Infant Mortality Rate in Post-Communist Countries—Progress Varies 25 Years after Communism
A little more than 25 years after the fall of communism, post-communist states have achieved divergent results in their qualities of life.
This chart, part of an upcoming study by Simeon Djankov and Owen Hauck, shows former Soviet states continue to lag behind Eastern Europe and the Balkan states in infant mortality rates.1 Turkmenistan, a former Soviet state, has the highest infant mortality rate of the 29 countries that compose the three groups, at 51 per 1,000 live births. Slovenia, a nation of just over 2 million (Eastern Europe group) has an infant mortality rate of 2.6, less than half that of the United States (6) and on par with many Scandinavian states.
The study on the experiences of post-communist economies will explore why and how these divergences have developed.
1. The Balkans group is comprised of Bosnia and Herzegovina, Kosovo, Macedonia, Montenegro, Serbia, and Albania. The Federal Republic of Yugoslavia is included in the Balkans group from 1989 until 2007, at which point it becomes separately Serbia and Montenegro.

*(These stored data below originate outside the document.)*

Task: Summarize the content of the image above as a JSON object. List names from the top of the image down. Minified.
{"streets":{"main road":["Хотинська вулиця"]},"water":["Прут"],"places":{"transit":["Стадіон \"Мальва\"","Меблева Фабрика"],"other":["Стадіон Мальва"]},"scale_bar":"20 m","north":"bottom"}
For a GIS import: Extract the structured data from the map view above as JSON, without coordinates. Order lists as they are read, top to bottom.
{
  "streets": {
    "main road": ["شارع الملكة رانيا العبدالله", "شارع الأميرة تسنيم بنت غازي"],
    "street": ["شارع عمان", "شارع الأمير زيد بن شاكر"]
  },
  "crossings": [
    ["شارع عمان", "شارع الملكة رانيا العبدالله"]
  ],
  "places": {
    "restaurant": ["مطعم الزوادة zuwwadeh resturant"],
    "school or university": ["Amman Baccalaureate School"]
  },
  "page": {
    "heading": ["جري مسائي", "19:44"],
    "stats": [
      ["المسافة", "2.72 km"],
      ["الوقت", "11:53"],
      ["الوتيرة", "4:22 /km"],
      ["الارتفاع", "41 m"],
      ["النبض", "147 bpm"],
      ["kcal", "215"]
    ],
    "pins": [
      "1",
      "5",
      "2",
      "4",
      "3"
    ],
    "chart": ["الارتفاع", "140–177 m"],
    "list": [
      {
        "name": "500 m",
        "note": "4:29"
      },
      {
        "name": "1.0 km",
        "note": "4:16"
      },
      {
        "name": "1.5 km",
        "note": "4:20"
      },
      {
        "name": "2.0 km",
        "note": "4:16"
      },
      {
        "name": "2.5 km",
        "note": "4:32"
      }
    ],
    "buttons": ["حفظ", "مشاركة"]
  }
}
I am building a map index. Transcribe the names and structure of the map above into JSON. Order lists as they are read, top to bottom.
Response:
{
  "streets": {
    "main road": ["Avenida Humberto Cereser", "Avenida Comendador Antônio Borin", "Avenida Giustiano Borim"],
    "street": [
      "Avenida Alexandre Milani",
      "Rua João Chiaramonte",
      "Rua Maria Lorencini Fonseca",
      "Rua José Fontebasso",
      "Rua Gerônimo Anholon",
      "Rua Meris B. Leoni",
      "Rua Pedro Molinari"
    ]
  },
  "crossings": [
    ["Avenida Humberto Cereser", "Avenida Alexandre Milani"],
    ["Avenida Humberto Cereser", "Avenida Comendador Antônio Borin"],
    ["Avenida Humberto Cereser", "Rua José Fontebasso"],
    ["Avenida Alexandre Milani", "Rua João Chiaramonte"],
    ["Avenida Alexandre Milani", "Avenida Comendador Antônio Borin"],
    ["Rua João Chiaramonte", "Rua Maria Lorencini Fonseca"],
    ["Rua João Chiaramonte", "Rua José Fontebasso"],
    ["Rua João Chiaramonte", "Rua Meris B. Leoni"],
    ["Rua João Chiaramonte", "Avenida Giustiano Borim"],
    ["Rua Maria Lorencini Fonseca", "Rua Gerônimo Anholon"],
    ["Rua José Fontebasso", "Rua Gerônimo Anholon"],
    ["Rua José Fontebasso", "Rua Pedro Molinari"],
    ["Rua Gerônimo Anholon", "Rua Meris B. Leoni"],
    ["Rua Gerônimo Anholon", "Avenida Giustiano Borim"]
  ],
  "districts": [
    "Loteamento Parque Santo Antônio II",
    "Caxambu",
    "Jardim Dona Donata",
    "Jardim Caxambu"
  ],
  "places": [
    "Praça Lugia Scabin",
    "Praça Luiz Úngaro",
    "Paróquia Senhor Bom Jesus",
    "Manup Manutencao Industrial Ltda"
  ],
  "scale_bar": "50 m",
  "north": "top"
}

Former Sovietstates include Armenia, Azerbaijan, Belarus, Georgia, Kazakhstan, Kyrgyzstan, Moldova, Russia, Tajikistan, Turkmenistan, Ukraine, and Uzbekistan. Eastern Europe includes Croatia, Slovenia, Estonia, Latvia, Lithuania, Bulgaria, Romania, Poland, Hungary, Czechoslovakia (from 1989 to 1992) and separately Slovakia and the Czech Republic from 1992 to 2013.